The association between depth of response in multiple myeloma (MM) and long-term outcomes is well recognized [1,2,3]. Thus, clinicians and patients are often encouraged by a rapid decrease of M-protein when treatment is initiated, and achieving ≥very-good partial response (VGPR) by 4 months of initial diagnosis has been associated with decreased mortality [4]. However, little is known about the association between response kinetics and outcomes. While some reports suggest that early responders may have compromised long-term outcomes compared with late responders [5, 6], these studies were limited, confined to frontline setting only, and based in the era prior to novel-agent availability.

Here, we evaluated progression-free survival (PFS) and duration of response (DOR) by depth of response and time to best response using data from the double-blind phase 3 TOURMALINE-MM1 trial (NCT01564537) of ixazomib-lenalidomide-dexamethasone (IRd) versus placebo-Rd in patients with relapsed/refractory MM (RRMM) [7]. The study demonstrated superior PFS with IRd versus placebo-Rd (median 20.6 versus 14.7 months, hazard ratio [HR] 0.74; P = 0.01) with limited additional toxicity [7], leading to the approval of ixazomib, in combination with Rd, for MM patients who had received at least one prior therapy [8, 9].

The TOURMALINE-MM1 study (NCT01564537) has been described previously [7]. Patients with RRMM were randomized 1:1 to receive IRd (n = 360) or placebo-Rd (n = 362) until disease progression (PD) or unacceptable toxicity.
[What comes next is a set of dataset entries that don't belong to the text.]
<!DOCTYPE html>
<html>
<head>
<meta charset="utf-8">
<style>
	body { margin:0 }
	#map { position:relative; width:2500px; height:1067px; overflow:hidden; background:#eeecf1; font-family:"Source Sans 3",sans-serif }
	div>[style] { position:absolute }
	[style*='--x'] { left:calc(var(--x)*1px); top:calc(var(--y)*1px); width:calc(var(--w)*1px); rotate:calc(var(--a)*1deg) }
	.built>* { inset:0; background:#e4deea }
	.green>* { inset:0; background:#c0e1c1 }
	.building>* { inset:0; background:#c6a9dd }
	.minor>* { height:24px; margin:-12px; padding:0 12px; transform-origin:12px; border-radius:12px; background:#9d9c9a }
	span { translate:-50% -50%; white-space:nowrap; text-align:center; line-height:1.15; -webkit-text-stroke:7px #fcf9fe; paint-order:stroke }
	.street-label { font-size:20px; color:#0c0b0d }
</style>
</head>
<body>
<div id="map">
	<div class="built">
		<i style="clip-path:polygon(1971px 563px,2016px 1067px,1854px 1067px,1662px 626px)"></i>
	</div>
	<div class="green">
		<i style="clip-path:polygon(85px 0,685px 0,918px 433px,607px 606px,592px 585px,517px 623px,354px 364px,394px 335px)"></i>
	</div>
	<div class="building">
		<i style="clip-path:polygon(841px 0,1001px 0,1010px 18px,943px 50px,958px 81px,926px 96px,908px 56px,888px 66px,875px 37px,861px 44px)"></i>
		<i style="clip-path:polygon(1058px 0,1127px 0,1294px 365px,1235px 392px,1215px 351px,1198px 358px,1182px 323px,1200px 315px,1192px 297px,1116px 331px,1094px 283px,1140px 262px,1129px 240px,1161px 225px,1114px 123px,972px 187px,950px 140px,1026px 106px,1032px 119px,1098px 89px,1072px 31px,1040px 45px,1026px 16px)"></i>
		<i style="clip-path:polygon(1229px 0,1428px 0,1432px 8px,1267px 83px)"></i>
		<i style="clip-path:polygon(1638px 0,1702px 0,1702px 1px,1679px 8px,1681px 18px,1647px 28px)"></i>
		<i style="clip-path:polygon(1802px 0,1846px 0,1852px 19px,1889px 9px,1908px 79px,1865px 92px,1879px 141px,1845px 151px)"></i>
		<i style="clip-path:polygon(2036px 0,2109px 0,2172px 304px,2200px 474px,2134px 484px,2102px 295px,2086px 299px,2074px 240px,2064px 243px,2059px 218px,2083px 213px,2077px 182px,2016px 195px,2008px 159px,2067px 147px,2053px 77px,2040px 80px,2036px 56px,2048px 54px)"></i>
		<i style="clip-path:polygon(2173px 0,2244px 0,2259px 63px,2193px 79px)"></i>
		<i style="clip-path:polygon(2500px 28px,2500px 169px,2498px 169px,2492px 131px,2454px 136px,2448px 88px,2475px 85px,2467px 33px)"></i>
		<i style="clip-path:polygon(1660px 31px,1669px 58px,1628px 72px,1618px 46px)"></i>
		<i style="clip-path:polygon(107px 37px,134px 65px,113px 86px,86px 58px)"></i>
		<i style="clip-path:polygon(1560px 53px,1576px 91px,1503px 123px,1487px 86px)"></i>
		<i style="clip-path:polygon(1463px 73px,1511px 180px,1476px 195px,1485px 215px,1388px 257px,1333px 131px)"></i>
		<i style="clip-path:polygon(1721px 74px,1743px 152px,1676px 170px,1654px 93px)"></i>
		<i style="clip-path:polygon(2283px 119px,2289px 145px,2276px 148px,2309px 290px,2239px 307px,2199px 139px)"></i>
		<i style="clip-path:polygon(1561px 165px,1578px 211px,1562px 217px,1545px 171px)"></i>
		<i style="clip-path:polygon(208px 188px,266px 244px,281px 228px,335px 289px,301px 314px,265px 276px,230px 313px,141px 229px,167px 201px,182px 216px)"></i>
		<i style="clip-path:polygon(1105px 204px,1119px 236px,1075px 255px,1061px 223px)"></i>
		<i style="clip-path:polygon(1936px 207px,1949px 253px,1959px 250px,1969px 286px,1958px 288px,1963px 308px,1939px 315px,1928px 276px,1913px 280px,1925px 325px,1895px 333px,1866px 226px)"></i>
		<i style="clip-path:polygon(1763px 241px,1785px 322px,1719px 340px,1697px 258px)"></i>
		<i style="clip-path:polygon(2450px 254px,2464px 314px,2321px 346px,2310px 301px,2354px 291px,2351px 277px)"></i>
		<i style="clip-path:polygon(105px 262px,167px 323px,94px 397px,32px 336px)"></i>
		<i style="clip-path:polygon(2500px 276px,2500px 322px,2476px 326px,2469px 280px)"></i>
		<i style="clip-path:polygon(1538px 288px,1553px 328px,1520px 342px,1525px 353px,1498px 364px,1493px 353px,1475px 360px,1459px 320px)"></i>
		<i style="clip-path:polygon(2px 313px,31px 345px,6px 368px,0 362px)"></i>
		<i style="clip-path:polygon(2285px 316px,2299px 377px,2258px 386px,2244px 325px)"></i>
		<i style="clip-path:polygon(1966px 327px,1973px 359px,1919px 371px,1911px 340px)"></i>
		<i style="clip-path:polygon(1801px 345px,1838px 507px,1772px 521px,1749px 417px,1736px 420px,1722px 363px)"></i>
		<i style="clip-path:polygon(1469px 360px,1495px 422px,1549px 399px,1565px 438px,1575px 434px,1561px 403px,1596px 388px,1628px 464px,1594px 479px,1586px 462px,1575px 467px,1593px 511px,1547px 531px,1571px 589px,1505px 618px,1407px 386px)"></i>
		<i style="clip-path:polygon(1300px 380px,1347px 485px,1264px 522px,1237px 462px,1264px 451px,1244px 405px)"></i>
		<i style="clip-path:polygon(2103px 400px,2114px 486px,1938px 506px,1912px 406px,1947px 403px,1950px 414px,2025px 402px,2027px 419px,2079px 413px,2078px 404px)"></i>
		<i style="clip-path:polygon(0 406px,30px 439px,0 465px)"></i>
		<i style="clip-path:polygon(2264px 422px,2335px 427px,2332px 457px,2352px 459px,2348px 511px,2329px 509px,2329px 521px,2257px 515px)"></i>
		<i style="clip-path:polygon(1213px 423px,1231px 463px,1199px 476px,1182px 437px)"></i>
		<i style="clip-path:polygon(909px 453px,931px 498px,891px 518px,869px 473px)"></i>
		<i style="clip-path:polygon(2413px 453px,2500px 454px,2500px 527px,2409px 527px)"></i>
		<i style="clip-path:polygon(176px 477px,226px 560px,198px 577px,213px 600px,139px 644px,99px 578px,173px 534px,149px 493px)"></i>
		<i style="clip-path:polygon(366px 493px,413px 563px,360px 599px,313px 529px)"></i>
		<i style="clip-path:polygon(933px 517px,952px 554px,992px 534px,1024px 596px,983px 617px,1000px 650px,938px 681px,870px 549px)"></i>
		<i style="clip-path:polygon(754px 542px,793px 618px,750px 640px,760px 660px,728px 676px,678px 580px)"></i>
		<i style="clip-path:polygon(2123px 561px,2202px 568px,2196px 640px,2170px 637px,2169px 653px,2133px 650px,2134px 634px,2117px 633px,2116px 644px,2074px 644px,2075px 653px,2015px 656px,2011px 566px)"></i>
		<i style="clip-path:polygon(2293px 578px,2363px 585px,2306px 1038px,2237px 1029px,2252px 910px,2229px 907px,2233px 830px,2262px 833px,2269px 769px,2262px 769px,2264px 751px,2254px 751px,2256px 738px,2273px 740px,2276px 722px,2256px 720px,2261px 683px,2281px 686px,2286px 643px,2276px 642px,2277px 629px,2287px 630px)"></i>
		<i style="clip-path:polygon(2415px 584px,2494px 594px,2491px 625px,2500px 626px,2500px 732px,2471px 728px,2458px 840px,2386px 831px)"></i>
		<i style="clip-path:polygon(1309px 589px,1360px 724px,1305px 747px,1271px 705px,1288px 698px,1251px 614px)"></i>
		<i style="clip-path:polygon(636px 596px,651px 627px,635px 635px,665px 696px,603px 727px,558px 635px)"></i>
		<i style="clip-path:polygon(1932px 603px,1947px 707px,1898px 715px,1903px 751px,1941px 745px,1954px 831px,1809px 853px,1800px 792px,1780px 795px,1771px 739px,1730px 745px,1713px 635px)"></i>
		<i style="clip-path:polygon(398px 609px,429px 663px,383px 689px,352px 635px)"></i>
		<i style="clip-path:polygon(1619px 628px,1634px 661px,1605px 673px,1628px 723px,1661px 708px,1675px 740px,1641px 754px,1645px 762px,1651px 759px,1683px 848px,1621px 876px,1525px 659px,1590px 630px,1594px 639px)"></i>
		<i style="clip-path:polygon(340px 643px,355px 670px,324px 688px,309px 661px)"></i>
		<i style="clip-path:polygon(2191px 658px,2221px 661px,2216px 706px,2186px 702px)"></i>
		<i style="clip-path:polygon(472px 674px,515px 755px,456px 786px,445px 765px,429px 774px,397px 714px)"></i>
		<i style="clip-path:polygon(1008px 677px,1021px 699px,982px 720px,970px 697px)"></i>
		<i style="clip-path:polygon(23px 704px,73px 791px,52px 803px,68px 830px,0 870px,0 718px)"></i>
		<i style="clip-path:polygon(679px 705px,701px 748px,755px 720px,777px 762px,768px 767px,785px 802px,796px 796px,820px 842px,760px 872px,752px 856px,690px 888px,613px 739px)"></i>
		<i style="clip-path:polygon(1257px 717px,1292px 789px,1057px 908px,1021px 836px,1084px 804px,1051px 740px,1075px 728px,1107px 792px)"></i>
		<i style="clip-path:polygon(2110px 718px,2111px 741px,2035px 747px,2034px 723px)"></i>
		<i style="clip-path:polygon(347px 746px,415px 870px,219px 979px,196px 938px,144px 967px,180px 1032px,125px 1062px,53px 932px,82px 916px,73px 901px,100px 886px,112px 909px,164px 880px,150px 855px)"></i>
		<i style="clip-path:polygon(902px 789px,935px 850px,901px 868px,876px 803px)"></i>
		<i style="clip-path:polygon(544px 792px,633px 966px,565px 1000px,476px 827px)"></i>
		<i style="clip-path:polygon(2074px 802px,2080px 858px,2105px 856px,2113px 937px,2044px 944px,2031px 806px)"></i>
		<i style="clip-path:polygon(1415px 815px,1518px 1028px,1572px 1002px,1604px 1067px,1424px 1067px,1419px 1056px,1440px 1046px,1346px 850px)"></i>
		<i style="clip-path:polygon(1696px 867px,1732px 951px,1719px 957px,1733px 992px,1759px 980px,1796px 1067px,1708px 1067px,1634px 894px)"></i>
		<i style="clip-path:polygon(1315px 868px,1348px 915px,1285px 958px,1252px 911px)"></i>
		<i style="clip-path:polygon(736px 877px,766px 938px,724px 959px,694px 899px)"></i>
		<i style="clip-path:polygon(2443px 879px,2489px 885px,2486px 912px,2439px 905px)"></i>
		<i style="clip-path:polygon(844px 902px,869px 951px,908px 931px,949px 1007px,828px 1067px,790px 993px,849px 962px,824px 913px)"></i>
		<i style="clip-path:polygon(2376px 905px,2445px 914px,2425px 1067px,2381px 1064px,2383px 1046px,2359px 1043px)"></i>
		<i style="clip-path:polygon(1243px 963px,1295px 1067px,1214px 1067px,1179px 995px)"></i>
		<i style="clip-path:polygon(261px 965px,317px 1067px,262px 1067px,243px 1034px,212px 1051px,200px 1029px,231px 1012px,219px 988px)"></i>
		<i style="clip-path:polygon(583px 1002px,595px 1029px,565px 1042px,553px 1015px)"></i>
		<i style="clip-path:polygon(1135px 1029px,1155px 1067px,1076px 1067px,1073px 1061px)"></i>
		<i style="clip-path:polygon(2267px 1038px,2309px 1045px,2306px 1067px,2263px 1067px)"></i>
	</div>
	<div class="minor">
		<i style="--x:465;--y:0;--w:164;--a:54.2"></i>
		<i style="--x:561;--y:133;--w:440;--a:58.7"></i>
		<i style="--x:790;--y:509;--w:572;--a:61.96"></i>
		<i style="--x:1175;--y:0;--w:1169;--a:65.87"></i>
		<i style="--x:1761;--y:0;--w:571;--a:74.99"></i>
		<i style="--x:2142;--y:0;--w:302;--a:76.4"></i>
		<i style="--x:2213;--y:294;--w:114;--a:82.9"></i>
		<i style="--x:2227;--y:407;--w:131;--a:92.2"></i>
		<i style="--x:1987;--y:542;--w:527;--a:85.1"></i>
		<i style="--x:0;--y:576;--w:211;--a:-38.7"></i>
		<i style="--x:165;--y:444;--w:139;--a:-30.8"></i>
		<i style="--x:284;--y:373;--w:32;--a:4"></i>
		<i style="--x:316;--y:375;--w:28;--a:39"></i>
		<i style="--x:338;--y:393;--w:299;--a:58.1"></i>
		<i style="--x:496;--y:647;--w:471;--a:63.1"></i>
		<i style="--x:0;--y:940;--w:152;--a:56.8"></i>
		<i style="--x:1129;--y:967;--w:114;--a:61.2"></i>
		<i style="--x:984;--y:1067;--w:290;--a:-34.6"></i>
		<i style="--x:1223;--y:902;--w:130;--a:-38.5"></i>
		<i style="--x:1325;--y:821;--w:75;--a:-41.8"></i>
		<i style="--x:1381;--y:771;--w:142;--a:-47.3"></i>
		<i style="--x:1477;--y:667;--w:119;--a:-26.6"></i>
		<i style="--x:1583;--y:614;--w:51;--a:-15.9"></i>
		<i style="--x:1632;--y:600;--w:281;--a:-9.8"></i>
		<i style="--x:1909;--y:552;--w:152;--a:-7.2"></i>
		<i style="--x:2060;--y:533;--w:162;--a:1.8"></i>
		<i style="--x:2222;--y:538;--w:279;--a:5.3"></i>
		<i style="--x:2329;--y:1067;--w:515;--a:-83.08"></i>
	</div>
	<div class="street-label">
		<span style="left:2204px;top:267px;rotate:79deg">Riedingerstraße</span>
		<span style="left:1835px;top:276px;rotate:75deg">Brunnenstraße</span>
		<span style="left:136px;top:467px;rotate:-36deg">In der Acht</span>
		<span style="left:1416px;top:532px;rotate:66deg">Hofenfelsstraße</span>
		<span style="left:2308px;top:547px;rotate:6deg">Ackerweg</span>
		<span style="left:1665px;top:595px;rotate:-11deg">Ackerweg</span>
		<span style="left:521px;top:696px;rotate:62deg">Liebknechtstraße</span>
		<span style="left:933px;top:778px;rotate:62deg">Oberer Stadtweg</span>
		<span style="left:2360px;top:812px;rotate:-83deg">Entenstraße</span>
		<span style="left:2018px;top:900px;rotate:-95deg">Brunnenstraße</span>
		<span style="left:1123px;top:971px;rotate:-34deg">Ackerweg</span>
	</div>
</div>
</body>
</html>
Response was assessed every cycle based on central laboratory results and by Independent Review Committee (IRC) evaluation [10]. The primary endpoint PFS was met at the first prespecified analysis at a median follow-up of ~15 months (median PFS, IRd versus placebo-Rd: 20.6 versus 14.7 months; HR 0.74, 95% confidence interval 0.59, 0.94, P = 0.01); this was the final statistical analysis of PFS [7]. A subsequent analysis for overall survival (OS) was performed after a median follow-up of ~23 months, which included a non-inferential sensitivity analysis for PFS (median PFS, IRd versus placebo-Rd: 20.0 versus 15.9 months; HR 0.82, 95% confidence interval: 0.67, 1.0) [7]. The post-hoc analyses reported herein are from the 23-month follow-up. At this analysis, median OS was not reached in either arm, and the trial is continuing in a double-blind, placebo-controlled fashion to allow survival data to mature.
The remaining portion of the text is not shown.